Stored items
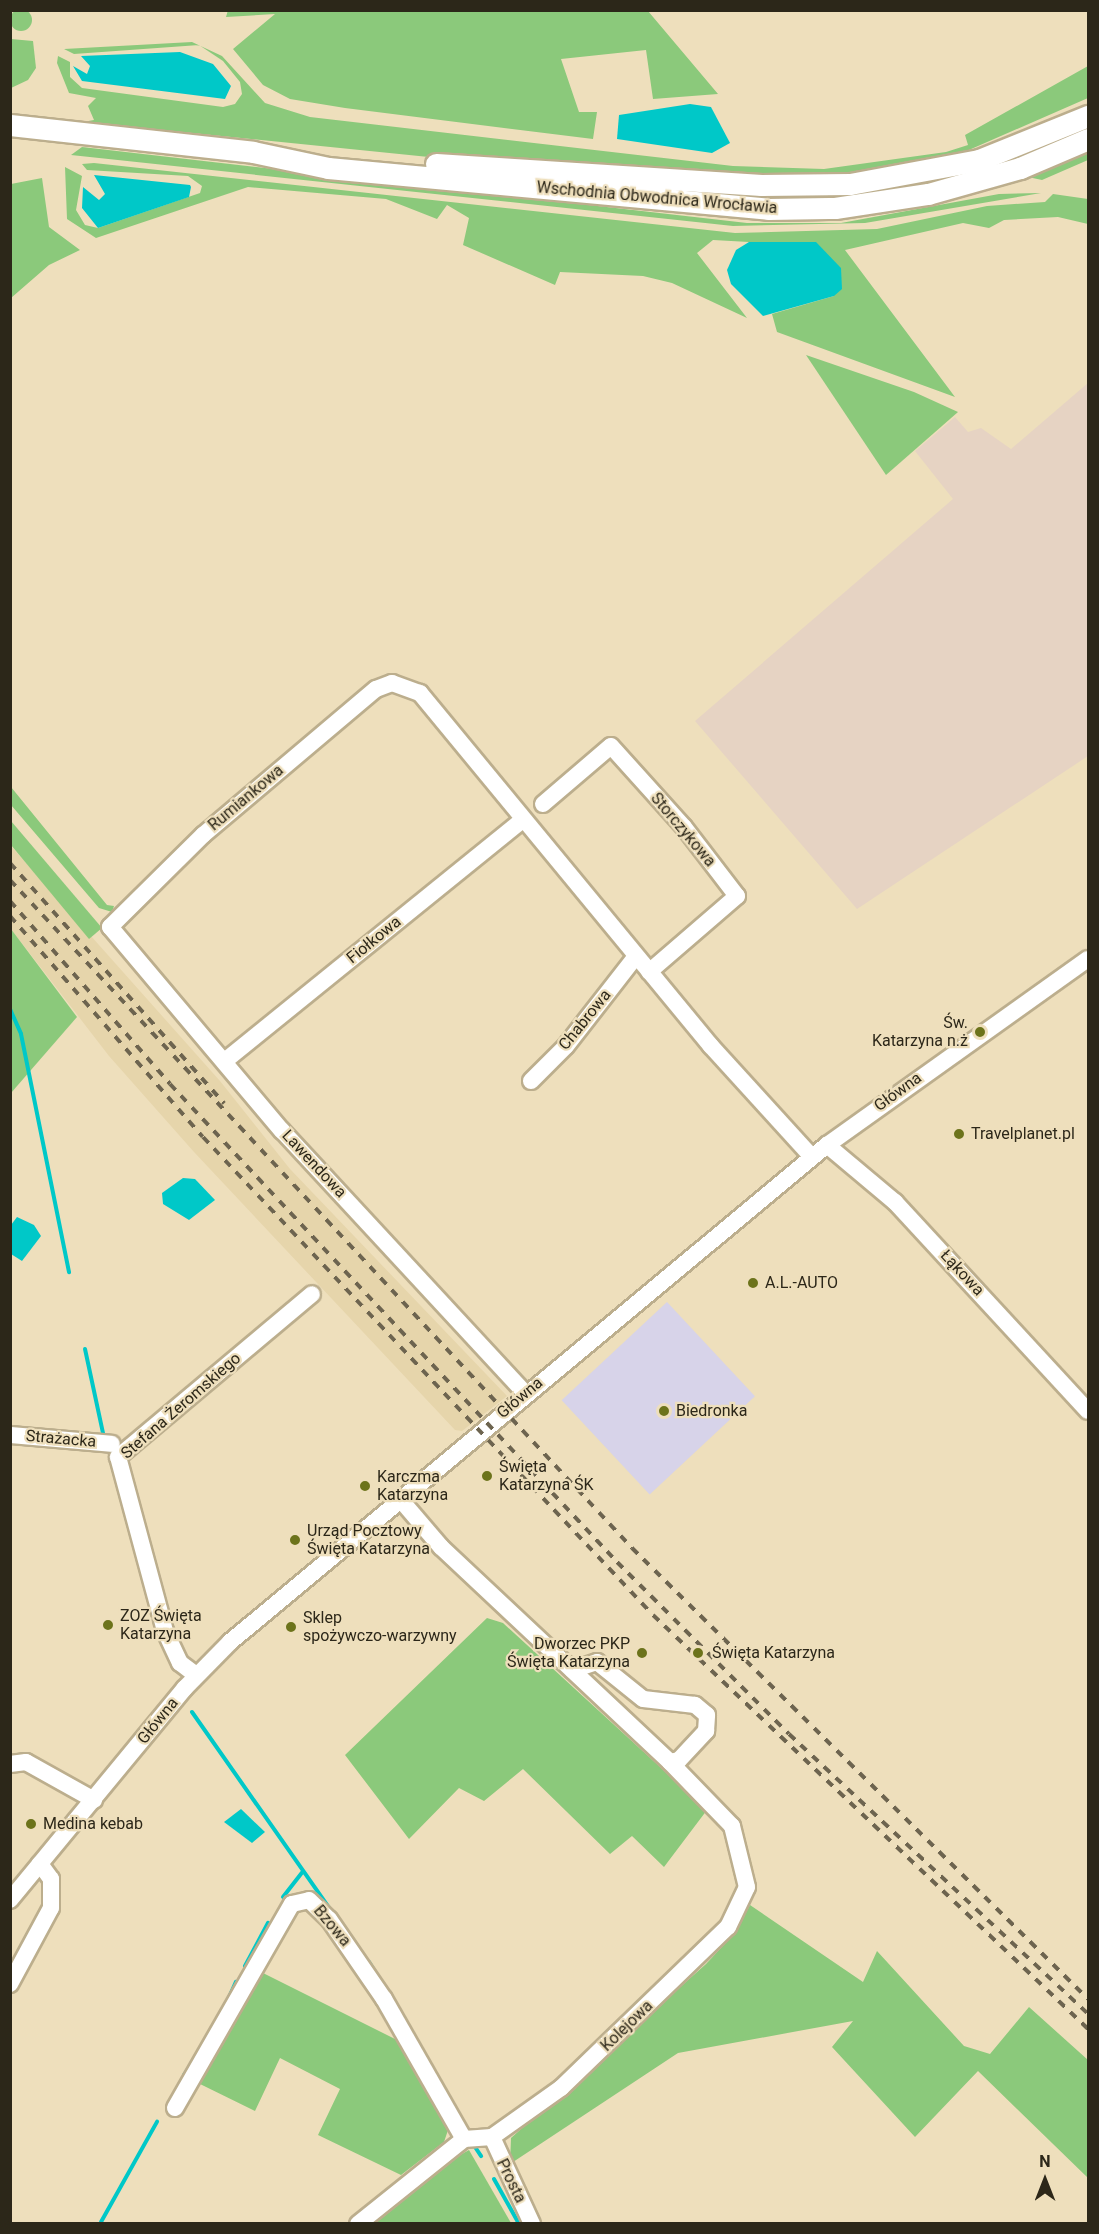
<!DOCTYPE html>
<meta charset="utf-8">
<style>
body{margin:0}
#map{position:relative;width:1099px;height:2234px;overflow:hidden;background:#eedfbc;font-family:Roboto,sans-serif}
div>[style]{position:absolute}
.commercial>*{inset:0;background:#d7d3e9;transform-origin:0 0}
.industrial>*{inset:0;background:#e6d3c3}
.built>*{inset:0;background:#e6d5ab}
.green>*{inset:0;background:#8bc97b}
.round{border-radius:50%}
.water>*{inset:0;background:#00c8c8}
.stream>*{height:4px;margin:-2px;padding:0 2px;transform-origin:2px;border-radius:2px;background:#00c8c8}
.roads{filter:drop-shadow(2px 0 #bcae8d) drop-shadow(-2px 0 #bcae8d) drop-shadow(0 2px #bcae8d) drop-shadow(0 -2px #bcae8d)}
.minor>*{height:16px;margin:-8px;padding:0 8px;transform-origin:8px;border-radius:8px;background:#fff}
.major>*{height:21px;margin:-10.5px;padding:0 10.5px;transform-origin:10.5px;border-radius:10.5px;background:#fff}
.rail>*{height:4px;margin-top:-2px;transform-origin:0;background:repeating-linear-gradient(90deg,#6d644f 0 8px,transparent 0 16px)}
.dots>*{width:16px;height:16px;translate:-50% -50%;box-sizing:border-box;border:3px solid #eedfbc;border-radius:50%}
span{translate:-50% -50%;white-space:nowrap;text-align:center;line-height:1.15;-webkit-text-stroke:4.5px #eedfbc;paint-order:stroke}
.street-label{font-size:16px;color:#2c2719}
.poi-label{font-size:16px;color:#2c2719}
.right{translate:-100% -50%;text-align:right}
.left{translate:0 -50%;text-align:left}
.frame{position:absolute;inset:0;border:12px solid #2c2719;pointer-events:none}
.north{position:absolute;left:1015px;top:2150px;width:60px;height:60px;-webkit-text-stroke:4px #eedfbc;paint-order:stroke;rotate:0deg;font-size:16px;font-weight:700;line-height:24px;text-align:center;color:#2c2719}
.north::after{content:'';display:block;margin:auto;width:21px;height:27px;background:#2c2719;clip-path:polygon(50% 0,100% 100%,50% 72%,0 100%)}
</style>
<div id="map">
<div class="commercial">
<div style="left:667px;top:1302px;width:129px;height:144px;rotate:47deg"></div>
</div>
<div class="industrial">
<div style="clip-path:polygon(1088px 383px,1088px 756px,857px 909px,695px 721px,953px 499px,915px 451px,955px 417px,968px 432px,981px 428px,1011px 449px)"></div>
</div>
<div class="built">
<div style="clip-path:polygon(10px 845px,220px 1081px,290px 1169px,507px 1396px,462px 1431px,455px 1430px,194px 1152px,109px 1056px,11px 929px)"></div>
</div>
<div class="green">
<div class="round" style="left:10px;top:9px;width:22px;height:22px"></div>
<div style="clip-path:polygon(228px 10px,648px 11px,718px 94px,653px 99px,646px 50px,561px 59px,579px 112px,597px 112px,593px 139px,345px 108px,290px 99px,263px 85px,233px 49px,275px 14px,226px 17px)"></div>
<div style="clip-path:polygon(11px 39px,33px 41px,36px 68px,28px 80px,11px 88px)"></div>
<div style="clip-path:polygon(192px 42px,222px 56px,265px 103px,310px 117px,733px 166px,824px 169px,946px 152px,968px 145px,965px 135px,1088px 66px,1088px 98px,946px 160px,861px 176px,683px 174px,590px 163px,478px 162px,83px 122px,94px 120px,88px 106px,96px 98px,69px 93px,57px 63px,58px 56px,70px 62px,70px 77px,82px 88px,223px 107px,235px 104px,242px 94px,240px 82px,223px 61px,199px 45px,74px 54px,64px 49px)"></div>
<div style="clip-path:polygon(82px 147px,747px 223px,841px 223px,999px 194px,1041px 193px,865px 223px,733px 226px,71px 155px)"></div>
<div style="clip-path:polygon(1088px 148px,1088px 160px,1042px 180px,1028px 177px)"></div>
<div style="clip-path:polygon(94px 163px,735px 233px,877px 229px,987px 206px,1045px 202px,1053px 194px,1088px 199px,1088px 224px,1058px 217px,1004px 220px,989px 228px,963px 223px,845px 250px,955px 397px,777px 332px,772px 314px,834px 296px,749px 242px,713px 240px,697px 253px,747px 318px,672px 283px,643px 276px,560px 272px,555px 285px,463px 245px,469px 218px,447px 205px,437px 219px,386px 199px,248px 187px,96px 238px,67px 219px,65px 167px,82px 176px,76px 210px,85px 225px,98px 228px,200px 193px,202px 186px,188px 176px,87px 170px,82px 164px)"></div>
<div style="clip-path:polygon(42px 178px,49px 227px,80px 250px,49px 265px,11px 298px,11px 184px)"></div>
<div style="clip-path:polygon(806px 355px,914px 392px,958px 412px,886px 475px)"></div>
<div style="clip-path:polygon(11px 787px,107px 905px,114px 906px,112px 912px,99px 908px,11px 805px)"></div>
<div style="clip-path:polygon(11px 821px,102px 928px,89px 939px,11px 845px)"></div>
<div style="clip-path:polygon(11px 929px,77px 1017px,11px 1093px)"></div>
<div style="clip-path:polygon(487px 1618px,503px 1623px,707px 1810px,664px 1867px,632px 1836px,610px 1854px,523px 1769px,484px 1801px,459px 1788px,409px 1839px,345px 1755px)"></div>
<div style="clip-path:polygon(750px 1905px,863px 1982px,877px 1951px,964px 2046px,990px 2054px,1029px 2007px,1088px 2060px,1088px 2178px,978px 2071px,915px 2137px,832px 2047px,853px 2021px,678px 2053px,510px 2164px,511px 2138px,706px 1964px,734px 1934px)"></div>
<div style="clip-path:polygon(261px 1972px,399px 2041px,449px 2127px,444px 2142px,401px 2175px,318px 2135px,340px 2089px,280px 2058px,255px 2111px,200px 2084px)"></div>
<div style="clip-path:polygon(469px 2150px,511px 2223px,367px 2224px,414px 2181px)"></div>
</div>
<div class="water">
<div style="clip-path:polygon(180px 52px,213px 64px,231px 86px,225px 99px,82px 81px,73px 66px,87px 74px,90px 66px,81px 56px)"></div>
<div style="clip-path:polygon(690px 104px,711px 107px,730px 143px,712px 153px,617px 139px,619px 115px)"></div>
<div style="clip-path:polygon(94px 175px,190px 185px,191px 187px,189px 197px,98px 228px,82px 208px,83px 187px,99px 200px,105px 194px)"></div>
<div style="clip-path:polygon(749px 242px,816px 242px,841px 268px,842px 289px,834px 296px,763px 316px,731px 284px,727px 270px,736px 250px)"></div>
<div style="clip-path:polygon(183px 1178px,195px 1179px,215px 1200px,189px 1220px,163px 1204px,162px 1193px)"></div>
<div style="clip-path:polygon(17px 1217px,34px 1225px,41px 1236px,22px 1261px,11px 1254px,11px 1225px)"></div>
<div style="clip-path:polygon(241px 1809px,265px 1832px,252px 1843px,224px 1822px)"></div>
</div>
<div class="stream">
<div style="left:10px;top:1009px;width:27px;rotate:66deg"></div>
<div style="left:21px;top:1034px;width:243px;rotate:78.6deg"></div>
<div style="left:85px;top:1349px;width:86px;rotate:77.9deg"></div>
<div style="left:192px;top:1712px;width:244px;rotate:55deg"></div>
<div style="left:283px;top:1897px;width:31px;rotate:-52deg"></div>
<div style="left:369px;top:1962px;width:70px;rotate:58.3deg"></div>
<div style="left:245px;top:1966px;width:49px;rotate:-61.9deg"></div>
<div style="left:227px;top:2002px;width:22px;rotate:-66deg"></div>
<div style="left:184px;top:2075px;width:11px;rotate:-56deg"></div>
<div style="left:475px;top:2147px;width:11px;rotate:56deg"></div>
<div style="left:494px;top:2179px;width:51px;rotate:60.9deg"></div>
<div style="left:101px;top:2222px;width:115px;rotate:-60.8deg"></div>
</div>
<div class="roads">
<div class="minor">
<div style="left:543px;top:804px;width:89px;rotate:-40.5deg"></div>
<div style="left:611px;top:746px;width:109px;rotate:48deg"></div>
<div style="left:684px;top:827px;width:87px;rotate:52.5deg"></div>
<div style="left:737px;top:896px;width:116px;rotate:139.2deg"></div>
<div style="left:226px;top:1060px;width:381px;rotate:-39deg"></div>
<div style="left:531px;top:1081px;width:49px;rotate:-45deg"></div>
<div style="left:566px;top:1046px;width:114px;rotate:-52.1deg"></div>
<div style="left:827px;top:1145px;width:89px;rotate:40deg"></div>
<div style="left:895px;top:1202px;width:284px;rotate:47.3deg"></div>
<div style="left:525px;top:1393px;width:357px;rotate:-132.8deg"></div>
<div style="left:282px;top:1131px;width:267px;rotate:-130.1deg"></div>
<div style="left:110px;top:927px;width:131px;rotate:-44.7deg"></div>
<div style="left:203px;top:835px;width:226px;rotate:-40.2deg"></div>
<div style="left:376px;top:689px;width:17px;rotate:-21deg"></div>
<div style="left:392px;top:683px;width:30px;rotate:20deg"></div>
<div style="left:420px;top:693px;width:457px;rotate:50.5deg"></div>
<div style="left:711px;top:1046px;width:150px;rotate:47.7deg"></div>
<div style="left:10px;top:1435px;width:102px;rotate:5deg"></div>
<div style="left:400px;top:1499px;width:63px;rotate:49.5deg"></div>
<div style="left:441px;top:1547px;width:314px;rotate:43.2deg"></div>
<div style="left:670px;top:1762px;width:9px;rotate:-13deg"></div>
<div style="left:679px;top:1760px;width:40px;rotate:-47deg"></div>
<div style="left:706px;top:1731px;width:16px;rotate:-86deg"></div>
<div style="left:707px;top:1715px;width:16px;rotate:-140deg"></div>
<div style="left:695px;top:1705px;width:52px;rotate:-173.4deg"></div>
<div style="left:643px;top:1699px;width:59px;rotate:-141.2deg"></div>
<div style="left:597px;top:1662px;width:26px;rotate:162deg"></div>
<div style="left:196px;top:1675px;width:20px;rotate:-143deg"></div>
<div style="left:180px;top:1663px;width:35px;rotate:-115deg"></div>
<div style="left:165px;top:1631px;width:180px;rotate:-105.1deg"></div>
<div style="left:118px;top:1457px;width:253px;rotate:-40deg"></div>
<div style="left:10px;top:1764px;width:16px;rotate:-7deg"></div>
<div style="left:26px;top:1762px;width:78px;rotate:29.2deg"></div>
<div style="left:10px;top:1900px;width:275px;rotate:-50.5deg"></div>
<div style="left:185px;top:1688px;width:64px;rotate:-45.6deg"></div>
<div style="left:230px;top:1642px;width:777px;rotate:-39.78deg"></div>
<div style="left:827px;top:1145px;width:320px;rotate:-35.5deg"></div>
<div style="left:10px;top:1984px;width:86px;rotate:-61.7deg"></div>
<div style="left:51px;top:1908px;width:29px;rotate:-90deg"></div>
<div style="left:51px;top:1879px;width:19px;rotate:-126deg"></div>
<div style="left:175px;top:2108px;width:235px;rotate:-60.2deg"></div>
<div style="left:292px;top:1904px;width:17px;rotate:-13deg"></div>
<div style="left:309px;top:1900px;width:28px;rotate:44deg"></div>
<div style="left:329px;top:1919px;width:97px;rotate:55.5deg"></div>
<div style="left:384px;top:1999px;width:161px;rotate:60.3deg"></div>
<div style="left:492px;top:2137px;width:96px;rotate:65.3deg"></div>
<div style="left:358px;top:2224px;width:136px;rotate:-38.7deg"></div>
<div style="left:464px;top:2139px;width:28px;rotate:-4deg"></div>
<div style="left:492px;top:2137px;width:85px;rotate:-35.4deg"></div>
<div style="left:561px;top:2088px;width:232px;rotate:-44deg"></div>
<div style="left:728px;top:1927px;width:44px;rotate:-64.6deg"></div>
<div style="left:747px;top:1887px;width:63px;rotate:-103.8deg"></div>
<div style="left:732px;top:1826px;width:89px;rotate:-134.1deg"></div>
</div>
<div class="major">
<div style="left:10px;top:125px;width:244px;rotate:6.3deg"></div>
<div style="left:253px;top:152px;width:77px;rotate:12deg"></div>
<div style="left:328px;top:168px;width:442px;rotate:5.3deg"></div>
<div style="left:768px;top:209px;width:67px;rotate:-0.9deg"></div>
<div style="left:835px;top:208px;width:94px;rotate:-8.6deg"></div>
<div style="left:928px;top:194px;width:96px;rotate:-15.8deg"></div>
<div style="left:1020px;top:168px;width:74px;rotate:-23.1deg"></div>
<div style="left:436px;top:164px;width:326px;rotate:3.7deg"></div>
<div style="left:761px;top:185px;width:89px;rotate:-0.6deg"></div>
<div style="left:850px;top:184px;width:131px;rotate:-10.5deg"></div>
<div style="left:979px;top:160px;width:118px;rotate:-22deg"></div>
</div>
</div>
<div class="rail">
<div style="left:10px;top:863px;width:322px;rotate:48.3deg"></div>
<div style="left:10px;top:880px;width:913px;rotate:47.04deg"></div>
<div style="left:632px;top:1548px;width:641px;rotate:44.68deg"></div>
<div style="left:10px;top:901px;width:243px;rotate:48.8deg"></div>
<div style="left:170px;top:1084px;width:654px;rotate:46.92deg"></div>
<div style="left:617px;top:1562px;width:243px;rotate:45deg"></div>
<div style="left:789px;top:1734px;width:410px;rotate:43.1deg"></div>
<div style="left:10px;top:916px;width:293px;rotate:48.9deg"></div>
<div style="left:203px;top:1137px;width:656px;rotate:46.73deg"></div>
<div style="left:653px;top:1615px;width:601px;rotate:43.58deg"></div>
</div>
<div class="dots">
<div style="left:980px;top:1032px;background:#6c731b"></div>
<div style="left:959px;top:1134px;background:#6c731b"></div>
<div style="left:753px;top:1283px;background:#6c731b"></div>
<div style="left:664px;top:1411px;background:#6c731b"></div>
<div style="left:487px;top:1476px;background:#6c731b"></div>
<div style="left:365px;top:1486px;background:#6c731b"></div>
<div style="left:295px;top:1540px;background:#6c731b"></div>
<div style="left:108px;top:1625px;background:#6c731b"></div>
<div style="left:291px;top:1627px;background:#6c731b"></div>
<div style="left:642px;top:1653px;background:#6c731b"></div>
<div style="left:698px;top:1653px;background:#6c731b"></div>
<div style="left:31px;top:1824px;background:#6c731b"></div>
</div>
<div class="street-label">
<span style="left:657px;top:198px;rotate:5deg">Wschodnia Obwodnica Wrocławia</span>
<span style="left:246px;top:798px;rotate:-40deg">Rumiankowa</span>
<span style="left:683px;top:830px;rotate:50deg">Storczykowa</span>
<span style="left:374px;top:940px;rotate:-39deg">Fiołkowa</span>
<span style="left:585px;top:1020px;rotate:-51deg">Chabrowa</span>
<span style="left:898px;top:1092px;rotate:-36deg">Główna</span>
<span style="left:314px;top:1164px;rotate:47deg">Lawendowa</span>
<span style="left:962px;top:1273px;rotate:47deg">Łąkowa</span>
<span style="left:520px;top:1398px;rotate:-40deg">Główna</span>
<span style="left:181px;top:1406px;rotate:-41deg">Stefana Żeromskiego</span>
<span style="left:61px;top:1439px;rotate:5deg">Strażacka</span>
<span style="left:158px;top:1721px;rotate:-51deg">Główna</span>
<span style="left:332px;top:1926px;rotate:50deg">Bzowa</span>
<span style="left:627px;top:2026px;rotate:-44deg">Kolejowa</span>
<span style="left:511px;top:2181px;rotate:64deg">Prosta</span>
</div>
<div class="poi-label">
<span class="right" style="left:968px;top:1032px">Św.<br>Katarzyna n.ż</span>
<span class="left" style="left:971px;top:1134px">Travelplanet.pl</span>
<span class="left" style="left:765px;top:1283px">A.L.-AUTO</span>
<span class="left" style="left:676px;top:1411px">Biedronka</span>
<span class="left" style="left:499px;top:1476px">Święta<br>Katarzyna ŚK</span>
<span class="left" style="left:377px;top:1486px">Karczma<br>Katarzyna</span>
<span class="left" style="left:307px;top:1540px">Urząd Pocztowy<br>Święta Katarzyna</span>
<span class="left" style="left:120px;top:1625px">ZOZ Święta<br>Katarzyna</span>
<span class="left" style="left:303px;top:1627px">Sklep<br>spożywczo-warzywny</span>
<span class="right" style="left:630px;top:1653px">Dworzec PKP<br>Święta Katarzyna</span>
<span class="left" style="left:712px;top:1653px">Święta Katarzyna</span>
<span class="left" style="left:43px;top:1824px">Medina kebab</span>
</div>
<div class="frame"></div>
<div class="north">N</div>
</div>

TASK DETAILS: Check each line above for the string "stream" and copy the ones that have it.

TASK SOLUTION:
.stream>*{height:4px;margin:-2px;padding:0 2px;transform-origin:2px;border-radius:2px;background:#00c8c8}
<div class="stream">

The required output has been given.